For this we took a bottle of boiled water and some snacks, such as cereal bars, fruit, nuts, chocolate. Most brought from Poland, but also a few bought locally. For longer routes, we simply made sandwiches. So it’s a good idea to have some food containers with you, or paper bags for sandwiches.
Speaking of food :) Knowing what the prices are in the Faroe Islands, we decided to take up cooking locally and take large supplies from Poland (we had extra luggage for Olive, which we used for the first time). You can read more about the prices themselves here.
We mainly took safely packaged cold cuts, cheeses, tomatoes, bread, cabanas, tea, fruits, sweet snacks, condiments and a lot of food for Olive. We could actually buy everything locally, but prices aside, some things are of questionable quality (especially when it comes to fruits and vegetables).
Good humor and a lot of patience
Finally, the most important. Remember, it is only up to you whether you will remember this trip well or not :)
Will getting up to your knees in the mud make you laugh to your heart’s content or worry for the rest of the day? Will the fact that it’s raining in the morning make you stay in the hotel or start looking for sunshine on other islands?
We happened to drive back and forth across the island of Streymoy in search of sunshine one day, and although we only found it at the end of the day, it allowed us to discover several small settlements and an interesting, easy route by Vestmann.

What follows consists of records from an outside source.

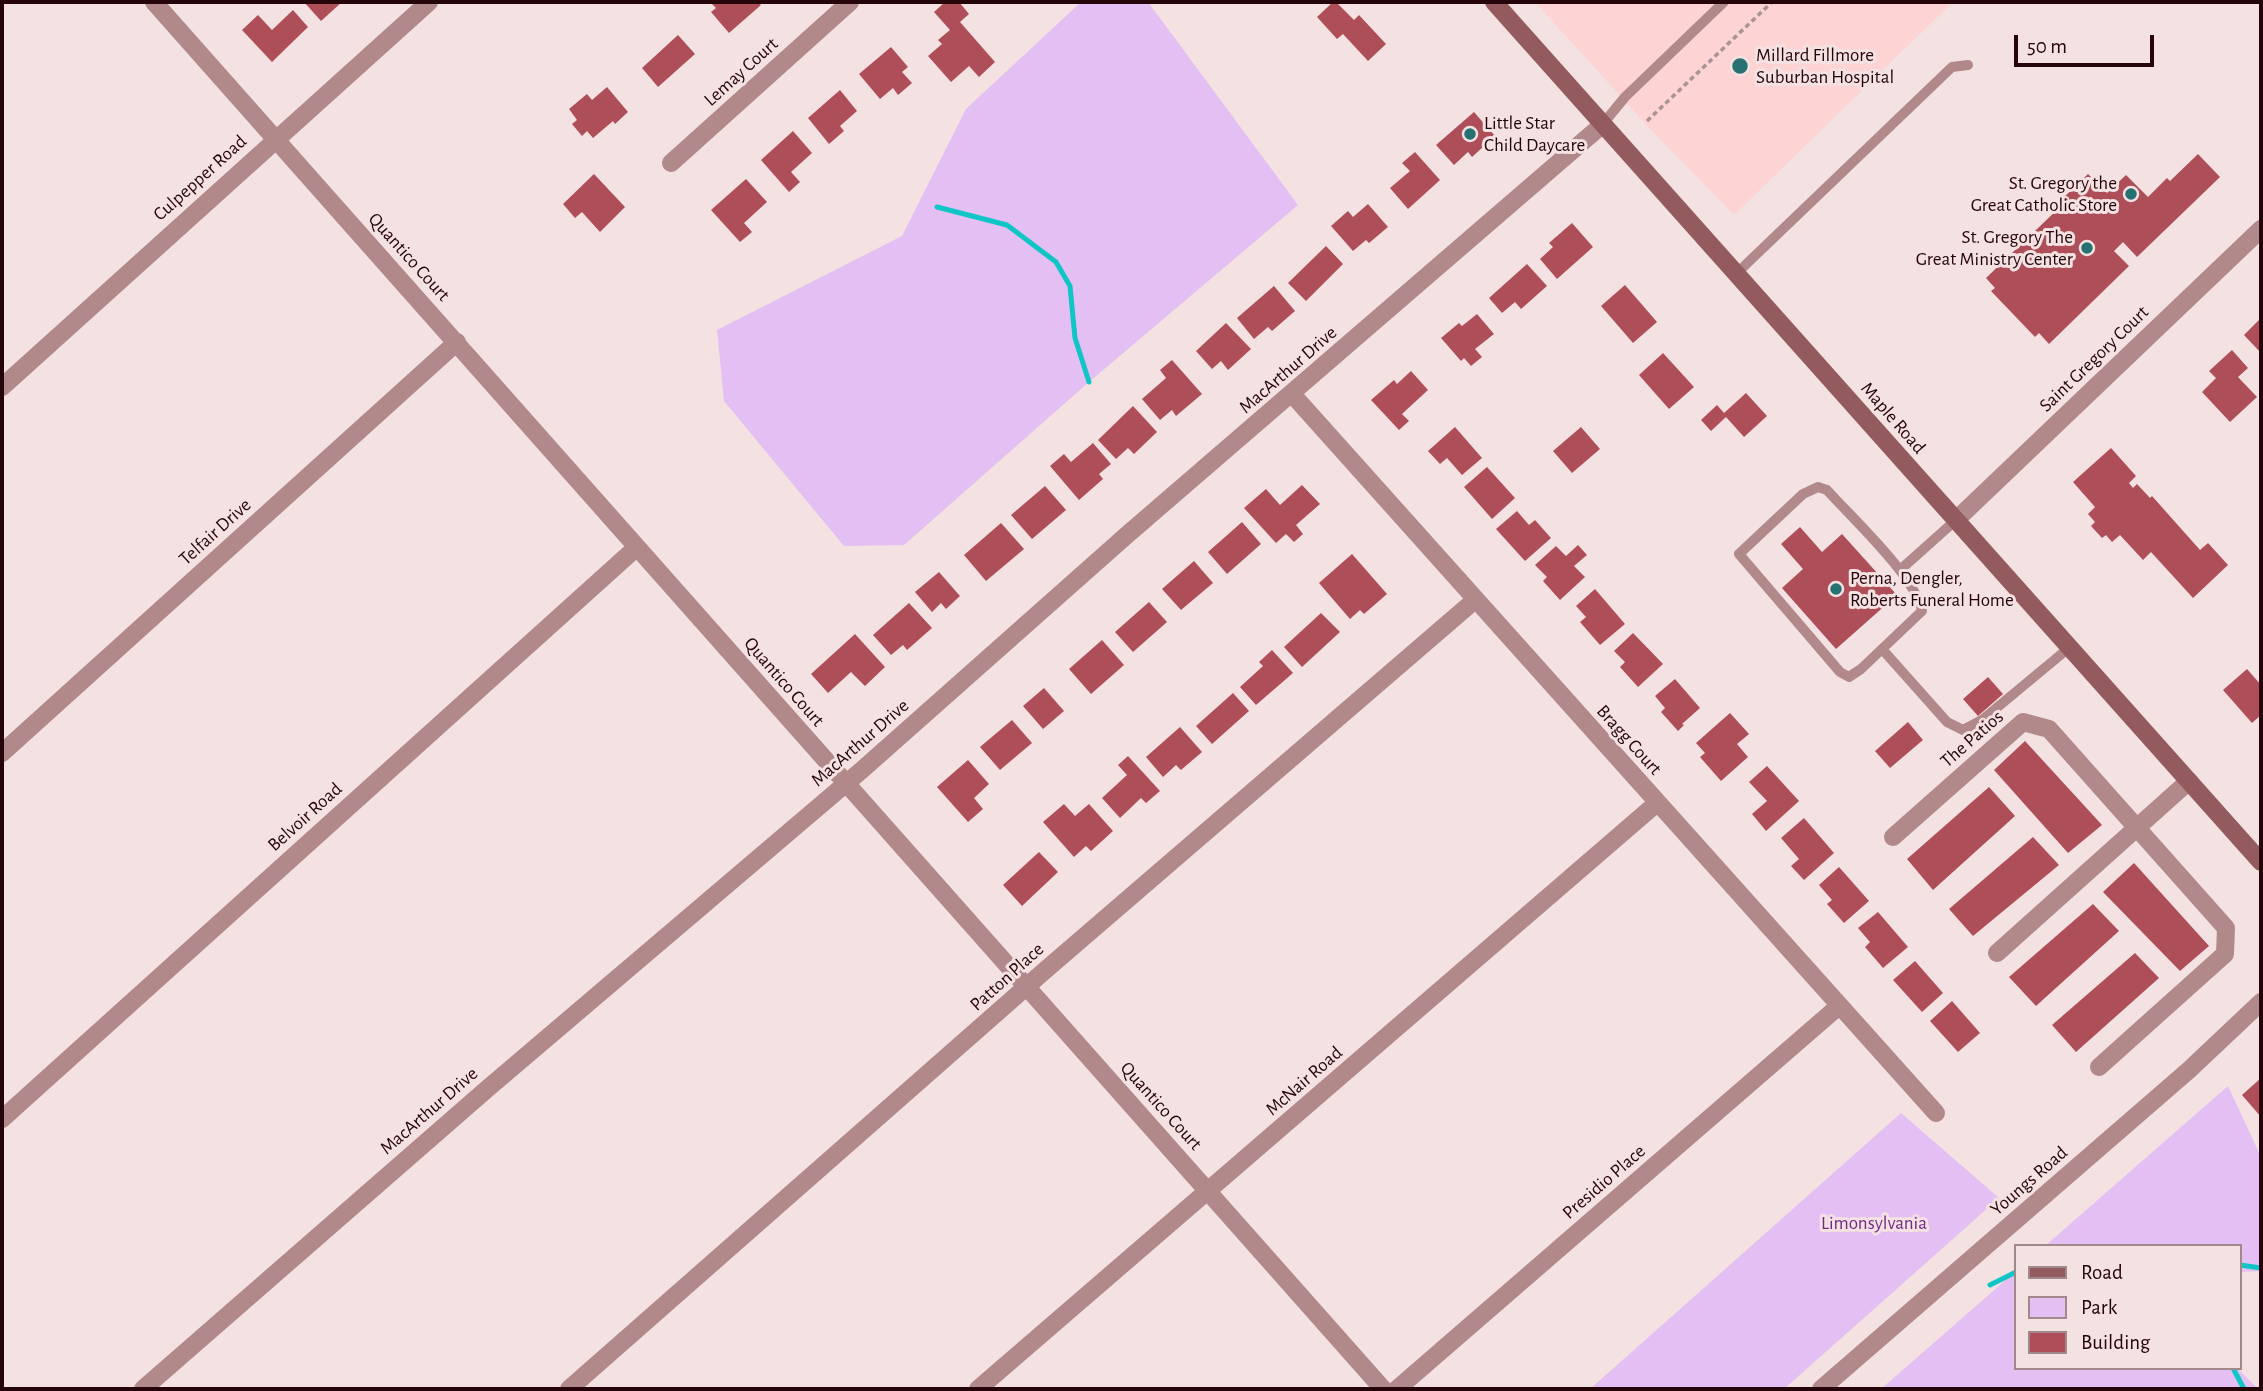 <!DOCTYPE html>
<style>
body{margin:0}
#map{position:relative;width:2263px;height:1391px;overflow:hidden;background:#f4e1e1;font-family:"Alegreya Sans",sans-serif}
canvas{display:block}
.frame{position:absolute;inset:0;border:4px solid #25050a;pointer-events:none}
.legend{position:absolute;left:2014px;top:1244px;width:228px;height:126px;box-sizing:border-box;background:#f4e1e1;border:2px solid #a1898b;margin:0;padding:9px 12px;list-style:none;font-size:21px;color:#25050a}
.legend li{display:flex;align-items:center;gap:14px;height:35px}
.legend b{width:35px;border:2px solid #a1898b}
.scale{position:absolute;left:2014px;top:35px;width:140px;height:32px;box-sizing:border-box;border:4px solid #25050a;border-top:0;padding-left:9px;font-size:21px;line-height:24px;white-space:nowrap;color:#25050a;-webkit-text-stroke:5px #f4e1e1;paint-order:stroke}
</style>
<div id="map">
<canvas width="2263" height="1391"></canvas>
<div class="frame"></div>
<ul class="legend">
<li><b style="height:9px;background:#945b5f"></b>Road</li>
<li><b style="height:19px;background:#e3bff3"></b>Park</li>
<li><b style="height:19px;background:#ae4e58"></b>Building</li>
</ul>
<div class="scale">50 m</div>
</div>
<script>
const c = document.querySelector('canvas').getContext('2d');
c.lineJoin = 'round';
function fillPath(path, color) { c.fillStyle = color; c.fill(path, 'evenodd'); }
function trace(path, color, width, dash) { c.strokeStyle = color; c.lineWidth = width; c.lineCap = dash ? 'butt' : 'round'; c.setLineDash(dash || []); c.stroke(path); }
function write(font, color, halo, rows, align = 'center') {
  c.font = font + ' "Alegreya Sans",sans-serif'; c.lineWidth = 6; c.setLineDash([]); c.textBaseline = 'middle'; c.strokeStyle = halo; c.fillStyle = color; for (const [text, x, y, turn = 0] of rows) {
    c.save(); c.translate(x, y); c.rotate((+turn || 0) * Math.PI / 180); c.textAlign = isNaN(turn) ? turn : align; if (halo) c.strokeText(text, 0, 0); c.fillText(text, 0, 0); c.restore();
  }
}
fillPath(new Path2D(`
 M1535 2H1953L1734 215 1651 130Z`), '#fdd3d4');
fillPath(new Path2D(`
 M1081 2H1148L1298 205 1089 382 904 545 844 546 724 401 717 330 902 236 966 109Z
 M2228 1086 2261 1157V1271L2240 1272V1246H2045Z
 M1901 1113 1999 1198 1784 1389H1590Z
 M2016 1271V1368H2237L2258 1389H1881Z`), '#e3bff3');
trace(new Path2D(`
 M937 207 1007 225 1056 262 1070 286 1075 338 1089 382
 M2240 1265 2261 1268
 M1990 1285 2016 1272
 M2233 1368 2244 1389`), '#0fc5c6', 5);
fillPath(new Path2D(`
 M304 2H342L321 21Z
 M710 2H758L761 5 729 33 711 12 716 8Z
 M945 2H959L969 14 960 22 995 62 979 77 969 66 951 82 928 56 942 44 938 40 950 30 934 12Z
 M1333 2H1336L1354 20 1359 15 1386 44 1368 61 1343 34 1337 39 1317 17Z
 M293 10 308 27 272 62 242 30 258 15 272 30Z
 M678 35 695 54 658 87 642 68Z
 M891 47 908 67 902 72 912 83 898 95 893 88 880 99 859 74Z
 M607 87 628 112 615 124 613 121 593 138 587 131 582 136 572 124 577 120 569 109 587 94 592 100Z
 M840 90 857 111 840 126 844 131 829 144 808 118Z
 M1474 112 1495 136 1472 157 1468 152 1454 165 1436 145Z
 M793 131 812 153 791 172 800 182 789 192 761 160Z
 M1415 152 1440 180 1408 209 1390 188 1410 171 1402 163Z
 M2198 154 2220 177 2137 257 2123 242 2114 251 2129 266 2049 344 2039 333 2035 337 1991 291 1995 288 1986 278 2062 205 2059 202 2088 174 2107 193 2126 175 2148 197 2167 178 2170 181Z
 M594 174 625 207 600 232 582 212 575 218 563 204Z
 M746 179 767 202 744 223 752 232 740 242 711 210Z
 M1368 204 1388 227 1369 243 1366 240 1353 251 1331 226 1348 211 1353 217Z
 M1572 223 1593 247 1557 279 1540 259 1553 247 1549 243Z
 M1326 246 1343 264 1306 301 1288 283Z
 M1527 264 1547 286 1521 309 1515 302 1502 313 1489 298Z
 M1625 285 1657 322 1633 343 1601 306Z
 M1274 286 1295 311 1272 331 1268 327 1254 339 1237 318Z
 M1477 314 1494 334 1475 349 1482 357 1471 366 1464 358 1461 361 1441 338 1459 323 1462 326Z
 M2261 318V353L2244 335Z
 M1226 323 1251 349 1228 370 1221 361 1212 369 1196 351Z
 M2232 350 2248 368 2238 377 2257 397 2230 422 2202 392 2216 378 2209 371Z
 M1663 353 1694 387 1669 409 1639 375Z
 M1172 360 1202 394 1176 416 1172 410 1160 420 1142 399 1166 378 1160 370Z
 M1411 371 1428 390 1402 414 1409 421 1399 430 1371 400 1394 380 1397 384Z
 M1746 393 1767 416 1744 437 1726 417 1711 431 1701 420 1717 405 1724 413Z
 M1133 406 1157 432 1134 454 1128 448 1116 459 1098 440Z
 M1455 427 1482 458 1462 475 1447 458 1440 464 1428 451Z
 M1581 427 1600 449 1572 473 1553 451Z
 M1093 443 1111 464 1099 474 1103 479 1079 500 1050 466 1064 454 1071 462Z
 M2111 448 2136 476 2129 483 2133 488 2137 484 2150 498 2152 496 2200 550 2208 543 2228 565 2193 598 2151 552 2143 560 2120 535 2112 542 2106 535 2102 538 2091 526 2095 522 2088 514 2095 507 2073 482Z
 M1487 467 1515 498 1492 519 1464 487Z
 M1302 485 1320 504 1296 525 1303 534 1294 542 1286 534 1276 543 1244 508 1266 489 1280 505Z
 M1045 486 1066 510 1032 539 1011 515Z
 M1517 511 1529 525 1535 520 1551 538 1525 561 1496 529Z
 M1242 522 1261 544 1227 574 1208 552Z
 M1001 523 1024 549 986 581 964 555Z
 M1800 527 1822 552 1842 534 1897 595 1836 649 1782 588 1803 569 1781 544Z
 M1578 545 1587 555 1574 566 1585 577 1560 600 1543 581 1547 577 1535 565 1556 546 1566 556Z
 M1352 554 1387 594 1364 614 1360 610 1350 619 1319 583Z
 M1194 561 1213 583 1181 610 1162 589Z
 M939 572 960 596 946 609 941 603 932 612 915 592Z
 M1595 589 1625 624 1600 645 1580 622 1586 617 1576 606Z
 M1149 602 1167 622 1133 652 1115 632Z
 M909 603 932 628 907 650 903 645 891 655 873 635Z
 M1321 613 1340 632 1302 667 1284 647Z
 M1633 633 1663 664 1638 687 1620 667 1625 662 1614 651Z
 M855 634 885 667 865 686 851 672 828 693 811 674Z
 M1102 640 1124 665 1091 694 1069 669Z
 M1272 650 1293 673 1256 705 1240 687 1263 666 1259 662Z
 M2247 669 2261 685V715L2252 723 2223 690Z
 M1988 677 2003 694 1978 716 1963 699Z
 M1675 679 1700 708 1682 724 1684 725 1678 731 1661 712 1665 708 1655 696Z
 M1044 688 1064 711 1043 729 1023 706Z
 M1233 693 1249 711 1212 744 1196 726Z
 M1730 713 1749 734 1737 744 1748 757 1721 781 1700 757 1705 753 1696 743Z
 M1012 720 1032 743 1000 770 980 747Z
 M1908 722 1923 740 1890 768 1875 751Z
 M1180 727 1202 752 1181 770 1176 765 1163 777 1146 757Z
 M2025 741 2102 825 2068 853 1994 770Z
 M1128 756 1160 791 1146 803 1141 798 1120 818 1102 798 1127 775 1118 765Z
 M968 760 989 784 974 798 983 809 968 822 937 787Z
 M1767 766 1799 801 1766 831 1752 814 1767 801 1749 782Z
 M1989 787 2015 816 1933 890 1907 859Z
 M1064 804 1075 816 1089 804 1113 831 1091 851 1086 846 1074 857 1043 822Z
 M1804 818 1834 853 1804 880 1791 866 1799 859 1781 838Z
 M2033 837 2059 865 1973 936 1949 909Z
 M1039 852 1058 872 1022 906 1003 885Z
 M2134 863 2209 946 2180 971 2103 892Z
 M1839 867 1869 901 1844 923 1827 904 1832 900 1819 885Z
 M2093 904 2119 931 2036 1006 2009 977Z
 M1878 912 1908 947 1883 968 1865 947 1870 942 1858 928Z
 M2135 953 2159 978 2076 1052 2052 1025Z
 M1915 961 1943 993 1922 1012 1893 980Z
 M1952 1001 1980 1033 1958 1052 1930 1021Z
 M2261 1078V1117L2242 1095Z`), '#ae4e58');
trace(new Path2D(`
 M1647 121 1772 2`), '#ab9496', 3.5, [5, 3.5]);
trace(new Path2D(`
 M1602 125 1625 97 1724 2
 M1737 273 1952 67 1968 65
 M1818 487 1827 490C1852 518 1916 577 1922 611L1861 669 1849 677 1840 672 1739 554 1803 494Z
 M1900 570 1956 520
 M1882 649 1947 722 1963 730 1982 720 2070 647`), '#b1898b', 10);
trace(new Path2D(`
 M154 2 1383 1389
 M671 163 850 2
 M2 387 429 2
 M1292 394 1936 1113
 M1956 520 2261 229
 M2 753 457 342
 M1893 837 2023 722 2049 729 2226 928 2225 954 2099 1067
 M1997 953 2189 781
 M2 1119 637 547
 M143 1389 487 1089 863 769 1128 534 1602 125
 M569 1389 1042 973 1475 600
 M978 1389 1657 803
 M1397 1389 1839 1006`), '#b1898b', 18);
trace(new Path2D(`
 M1821 1389 2189 1070 2261 1002`), '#b1898b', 18);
trace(new Path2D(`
 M1494 2 2261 862`), '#945b5f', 18);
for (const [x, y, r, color] of [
 [1740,66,9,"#267171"],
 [1470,134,7,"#267171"],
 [2131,194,7,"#267171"],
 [2087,248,7,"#267171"],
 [1836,589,7,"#267171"]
]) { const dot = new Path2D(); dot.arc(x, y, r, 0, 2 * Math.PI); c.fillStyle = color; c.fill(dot); trace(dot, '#f4e1e1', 2.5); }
write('19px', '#25050a', '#f4e1e1', [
 ["Millard Fillmore",1756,55],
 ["Suburban Hospital",1756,77],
 ["Little Star",1484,123],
 ["Child Daycare",1484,145],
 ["St. Gregory the",2117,183,"right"],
 ["Great Catholic Store",2117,205,"right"],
 ["St. Gregory The",2073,237,"right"],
 ["Great Ministry Center",2073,259,"right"],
 ["Perna, Dengler,",1850,578],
 ["Roberts Funeral Home",1850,600]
], 'left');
write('19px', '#25050a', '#f4e1e1', [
 ["Lemay Court",741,72,-42],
 ["Culpepper Road",200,178,-42],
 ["Quantico Court",409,257,48],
 ["Saint Gregory Court",2094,359,-44],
 ["MacArthur Drive",1288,370,-41],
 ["Maple Road",1893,418,49],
 ["Telfair Drive",215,532,-42],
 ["Quantico Court",784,682,49],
 ["The Patios",1972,739,-41],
 ["Bragg Court",1629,740,48],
 ["MacArthur Drive",860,743,-41],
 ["Belvoir Road",305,817,-42],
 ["Patton Place",1007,977,-42],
 ["McNair Road",1304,1081,-41],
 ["Quantico Court",1161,1106,48],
 ["MacArthur Drive",429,1111,-41],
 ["Youngs Road",2029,1181,-41],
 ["Presidio Place",1604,1182,-41]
]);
write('19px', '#6e2a87', '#f4e1e1', [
 ["Limonsylvania",1874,1223]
]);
</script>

The above-mentioned points will significantly increase your comfort during your trip to the Faroe Islands. In this challenging region, it is the weather conditions that dictate what we will be given to see and what we won’t, and you just have to deal with it. Fortunately, this means we can discover new corners and places we would never get to.
Did we forget something? Anything else worth taking with you on your Faroe Islands trip?